Second Trimester. You may continue the exercises from the first, with a few added cautions. Your new center of gravity may affect your balance, so be aware of it as you are running or doing yoga. If you are weight training, you may find it more comfortable to sit rather than stand. The key now is to listen to your body and not overdo it. With an increased heart rate, you will get winded sooner. Remember also to stay hydrated and avoid excessive heat.

Third Trimester. Depending on how you’re feeling and how your exercise has been going so far, you may want to slow down your exercise in the third trimester. Again, listen to your body and rest when you need to. Light walking is usually still a good option and may also help you feel more energetic, if fatigue is setting in. Always remember to stay cool and drink plenty of water.

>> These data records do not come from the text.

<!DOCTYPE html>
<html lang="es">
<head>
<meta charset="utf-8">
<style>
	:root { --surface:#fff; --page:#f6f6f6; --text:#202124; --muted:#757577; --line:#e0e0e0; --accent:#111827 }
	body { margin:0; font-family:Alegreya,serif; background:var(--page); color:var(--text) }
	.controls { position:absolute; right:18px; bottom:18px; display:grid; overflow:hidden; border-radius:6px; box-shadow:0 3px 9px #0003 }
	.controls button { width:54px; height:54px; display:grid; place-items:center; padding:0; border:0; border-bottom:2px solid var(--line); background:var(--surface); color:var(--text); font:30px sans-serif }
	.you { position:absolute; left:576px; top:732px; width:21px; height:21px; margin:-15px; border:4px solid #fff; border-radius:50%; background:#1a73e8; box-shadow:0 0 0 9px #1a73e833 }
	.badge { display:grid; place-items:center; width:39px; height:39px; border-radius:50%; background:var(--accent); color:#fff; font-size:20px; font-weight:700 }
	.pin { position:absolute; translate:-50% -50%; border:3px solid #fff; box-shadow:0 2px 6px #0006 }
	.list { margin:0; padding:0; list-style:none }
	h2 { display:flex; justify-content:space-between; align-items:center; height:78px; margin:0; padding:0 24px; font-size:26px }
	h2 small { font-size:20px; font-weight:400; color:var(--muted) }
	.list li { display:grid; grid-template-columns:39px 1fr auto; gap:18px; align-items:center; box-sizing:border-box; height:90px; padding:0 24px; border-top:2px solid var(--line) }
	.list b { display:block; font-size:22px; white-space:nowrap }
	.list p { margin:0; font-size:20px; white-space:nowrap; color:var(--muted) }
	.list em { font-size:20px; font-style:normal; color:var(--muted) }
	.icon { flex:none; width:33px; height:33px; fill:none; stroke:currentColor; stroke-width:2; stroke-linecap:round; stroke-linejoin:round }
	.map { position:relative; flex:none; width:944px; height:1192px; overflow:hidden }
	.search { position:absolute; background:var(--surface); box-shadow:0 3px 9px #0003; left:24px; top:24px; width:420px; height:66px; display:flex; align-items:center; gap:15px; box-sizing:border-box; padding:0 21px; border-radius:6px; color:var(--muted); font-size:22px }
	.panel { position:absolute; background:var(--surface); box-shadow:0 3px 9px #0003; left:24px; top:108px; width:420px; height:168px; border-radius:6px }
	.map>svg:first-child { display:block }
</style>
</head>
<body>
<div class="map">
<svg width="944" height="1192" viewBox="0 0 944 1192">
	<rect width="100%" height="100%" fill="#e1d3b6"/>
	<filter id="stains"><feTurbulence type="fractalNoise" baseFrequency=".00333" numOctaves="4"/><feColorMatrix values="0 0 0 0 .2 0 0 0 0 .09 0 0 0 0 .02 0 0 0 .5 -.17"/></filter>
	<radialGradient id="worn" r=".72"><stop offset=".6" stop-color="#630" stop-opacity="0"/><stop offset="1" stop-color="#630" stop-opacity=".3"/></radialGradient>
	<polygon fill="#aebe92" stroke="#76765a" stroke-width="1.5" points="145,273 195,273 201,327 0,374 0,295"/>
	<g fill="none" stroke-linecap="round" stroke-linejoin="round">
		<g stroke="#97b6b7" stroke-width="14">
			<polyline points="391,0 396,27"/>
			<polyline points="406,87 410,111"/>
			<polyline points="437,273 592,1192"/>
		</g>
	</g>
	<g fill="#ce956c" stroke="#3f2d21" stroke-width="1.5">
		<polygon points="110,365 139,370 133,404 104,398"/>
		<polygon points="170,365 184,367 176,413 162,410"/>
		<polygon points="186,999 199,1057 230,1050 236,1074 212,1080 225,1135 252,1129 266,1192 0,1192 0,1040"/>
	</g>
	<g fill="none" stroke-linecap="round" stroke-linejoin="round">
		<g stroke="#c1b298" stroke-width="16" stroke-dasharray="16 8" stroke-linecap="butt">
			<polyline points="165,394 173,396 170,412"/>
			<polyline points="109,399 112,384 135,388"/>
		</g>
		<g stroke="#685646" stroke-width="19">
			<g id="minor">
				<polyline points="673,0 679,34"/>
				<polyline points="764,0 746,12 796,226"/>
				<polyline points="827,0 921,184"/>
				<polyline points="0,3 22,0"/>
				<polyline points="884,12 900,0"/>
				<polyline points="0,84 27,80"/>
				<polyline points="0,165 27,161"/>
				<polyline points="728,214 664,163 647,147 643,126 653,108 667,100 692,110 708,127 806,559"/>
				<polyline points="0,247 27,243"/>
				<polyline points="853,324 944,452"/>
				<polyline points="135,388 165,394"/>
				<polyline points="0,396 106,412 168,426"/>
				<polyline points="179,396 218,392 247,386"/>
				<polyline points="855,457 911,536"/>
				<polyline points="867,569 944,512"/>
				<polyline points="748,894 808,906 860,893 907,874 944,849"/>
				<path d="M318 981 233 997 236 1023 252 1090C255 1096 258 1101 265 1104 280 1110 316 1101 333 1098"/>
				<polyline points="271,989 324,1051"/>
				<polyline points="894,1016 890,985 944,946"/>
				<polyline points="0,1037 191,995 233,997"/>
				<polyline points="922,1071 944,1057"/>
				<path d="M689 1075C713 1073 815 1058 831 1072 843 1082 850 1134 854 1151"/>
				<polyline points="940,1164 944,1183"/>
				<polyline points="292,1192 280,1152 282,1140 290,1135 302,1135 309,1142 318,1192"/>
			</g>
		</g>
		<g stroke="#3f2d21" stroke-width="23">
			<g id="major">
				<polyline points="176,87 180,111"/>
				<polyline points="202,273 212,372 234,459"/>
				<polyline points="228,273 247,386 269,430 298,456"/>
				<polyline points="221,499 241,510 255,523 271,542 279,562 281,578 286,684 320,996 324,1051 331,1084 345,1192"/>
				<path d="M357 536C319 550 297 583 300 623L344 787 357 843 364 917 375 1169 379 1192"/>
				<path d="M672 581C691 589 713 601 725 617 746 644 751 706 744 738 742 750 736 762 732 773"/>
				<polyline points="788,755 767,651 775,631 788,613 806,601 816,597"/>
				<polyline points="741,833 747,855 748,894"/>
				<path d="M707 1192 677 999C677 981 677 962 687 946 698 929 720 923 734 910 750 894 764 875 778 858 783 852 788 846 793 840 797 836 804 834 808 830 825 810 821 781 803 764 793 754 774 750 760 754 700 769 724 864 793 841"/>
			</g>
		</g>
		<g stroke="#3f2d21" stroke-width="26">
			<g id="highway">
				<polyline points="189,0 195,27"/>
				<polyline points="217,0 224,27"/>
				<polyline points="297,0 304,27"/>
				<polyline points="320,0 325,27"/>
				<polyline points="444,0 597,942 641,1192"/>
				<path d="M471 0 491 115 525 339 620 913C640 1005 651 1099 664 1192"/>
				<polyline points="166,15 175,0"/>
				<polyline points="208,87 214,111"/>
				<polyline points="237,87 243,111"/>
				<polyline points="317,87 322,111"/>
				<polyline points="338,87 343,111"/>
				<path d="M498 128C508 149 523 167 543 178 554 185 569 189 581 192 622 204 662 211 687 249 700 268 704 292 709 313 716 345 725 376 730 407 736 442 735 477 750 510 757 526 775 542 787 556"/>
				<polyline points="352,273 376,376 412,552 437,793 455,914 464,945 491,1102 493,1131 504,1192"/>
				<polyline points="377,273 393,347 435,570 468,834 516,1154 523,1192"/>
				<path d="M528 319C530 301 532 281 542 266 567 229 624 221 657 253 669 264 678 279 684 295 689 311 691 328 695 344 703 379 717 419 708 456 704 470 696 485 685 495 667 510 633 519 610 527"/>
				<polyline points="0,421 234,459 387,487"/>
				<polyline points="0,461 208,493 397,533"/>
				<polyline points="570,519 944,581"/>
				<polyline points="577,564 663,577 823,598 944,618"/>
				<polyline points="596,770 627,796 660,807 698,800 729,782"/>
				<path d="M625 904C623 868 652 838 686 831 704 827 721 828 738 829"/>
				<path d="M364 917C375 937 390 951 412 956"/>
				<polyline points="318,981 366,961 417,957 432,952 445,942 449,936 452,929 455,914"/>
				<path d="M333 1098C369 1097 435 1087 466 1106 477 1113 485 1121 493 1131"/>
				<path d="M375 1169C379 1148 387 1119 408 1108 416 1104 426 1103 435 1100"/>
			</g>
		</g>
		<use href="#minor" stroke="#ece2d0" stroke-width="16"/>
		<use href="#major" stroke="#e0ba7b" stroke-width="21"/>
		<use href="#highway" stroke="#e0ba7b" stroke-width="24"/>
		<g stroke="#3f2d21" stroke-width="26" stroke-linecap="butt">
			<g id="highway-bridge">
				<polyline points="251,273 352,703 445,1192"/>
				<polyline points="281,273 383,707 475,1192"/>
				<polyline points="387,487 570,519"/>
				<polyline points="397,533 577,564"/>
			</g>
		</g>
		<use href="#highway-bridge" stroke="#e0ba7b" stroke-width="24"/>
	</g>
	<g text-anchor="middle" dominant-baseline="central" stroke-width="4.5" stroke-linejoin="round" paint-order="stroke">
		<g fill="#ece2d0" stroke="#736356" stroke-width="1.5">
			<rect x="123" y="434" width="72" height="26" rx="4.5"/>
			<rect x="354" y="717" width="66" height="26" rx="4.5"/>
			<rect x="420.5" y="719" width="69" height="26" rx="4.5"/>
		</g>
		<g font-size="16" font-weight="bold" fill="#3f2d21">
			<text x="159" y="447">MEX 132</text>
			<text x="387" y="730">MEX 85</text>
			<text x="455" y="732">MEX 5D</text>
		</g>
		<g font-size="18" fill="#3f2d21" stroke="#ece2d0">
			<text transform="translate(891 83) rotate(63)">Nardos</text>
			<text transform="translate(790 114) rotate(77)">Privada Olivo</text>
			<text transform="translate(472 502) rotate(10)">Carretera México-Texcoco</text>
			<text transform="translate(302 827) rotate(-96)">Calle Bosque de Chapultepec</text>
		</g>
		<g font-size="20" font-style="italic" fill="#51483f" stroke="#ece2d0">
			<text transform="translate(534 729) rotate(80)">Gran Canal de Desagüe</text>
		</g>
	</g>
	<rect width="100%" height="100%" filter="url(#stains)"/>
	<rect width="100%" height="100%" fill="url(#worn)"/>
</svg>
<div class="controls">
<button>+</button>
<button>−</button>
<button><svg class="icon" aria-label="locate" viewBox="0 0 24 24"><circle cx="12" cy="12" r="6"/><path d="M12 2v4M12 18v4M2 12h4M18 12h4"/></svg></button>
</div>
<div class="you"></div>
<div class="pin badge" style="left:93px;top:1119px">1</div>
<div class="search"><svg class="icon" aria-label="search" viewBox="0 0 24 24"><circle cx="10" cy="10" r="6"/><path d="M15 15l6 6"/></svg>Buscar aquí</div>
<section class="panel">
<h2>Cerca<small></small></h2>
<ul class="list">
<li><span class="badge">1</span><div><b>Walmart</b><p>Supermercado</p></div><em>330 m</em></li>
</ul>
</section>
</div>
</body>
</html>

At your first doctor’s visit, you will most likely be prescribed prenatal vitamins or your doctor may recommend an over-the-counter brand. You will take these multivitamins during your entire pregnancy to make up for nutritional shortfalls in your diet.

At the same time, it’s important to be more mindful of your diet right away. Your body is working extra hard when you’re pregnant, and it’s a good idea to give yourself the fuel you need.

For a deeper look at nutritional guidelines, and what foods to avoid, visit our Eating and Exercise section in My Guide To Pregnancy.


As soon as your regular clothes start getting too snug, you will want to shop for maternity clothes. This could be late in your first trimester, or early in the second. Many women have found they can stretch the amount of time in their regular clothes with a little creativity: such as twisting a hair elastic around the button of your pants to “extend” the waistline.

When it’s time to shop, there are a multitude of options in the St. Louis area, as well as online. Additionally, your friends who own maternity clothes would likely be happy to lend them.


If it’s at all possible to address the nursery before your third trimester, it would be a good idea. That’s because the closer you get to your due date, the more tired you will become. Also, if there is painting or construction  going on, some feel that the fumes and dust could be more harmful in the later weeks of pregnancy.

Somewhere in your second trimester you may experience a significant energy boost, often called a “nesting instinct.” This is an excellent time to organize and prepare your nursery.

The most essential baby items are a crib and bedding, a place to change the baby and a disposal bin for diapers, if using disposable diapers. From there, many people include items such as a rocking chair or glider, storage for toys and books and general decorations. Some parents also like to keep a bassinet in their bedroom and have the baby sleep there during the first month.


A month or two before the due date is a good time for a friend or family member to host your baby shower. You will want to register at least a month or so before that. At this point, you may have decided on the colors of your nursery and whether or not you’d like your gifts to be gender specific. These are helpful bits of information for your guests when they go shopping.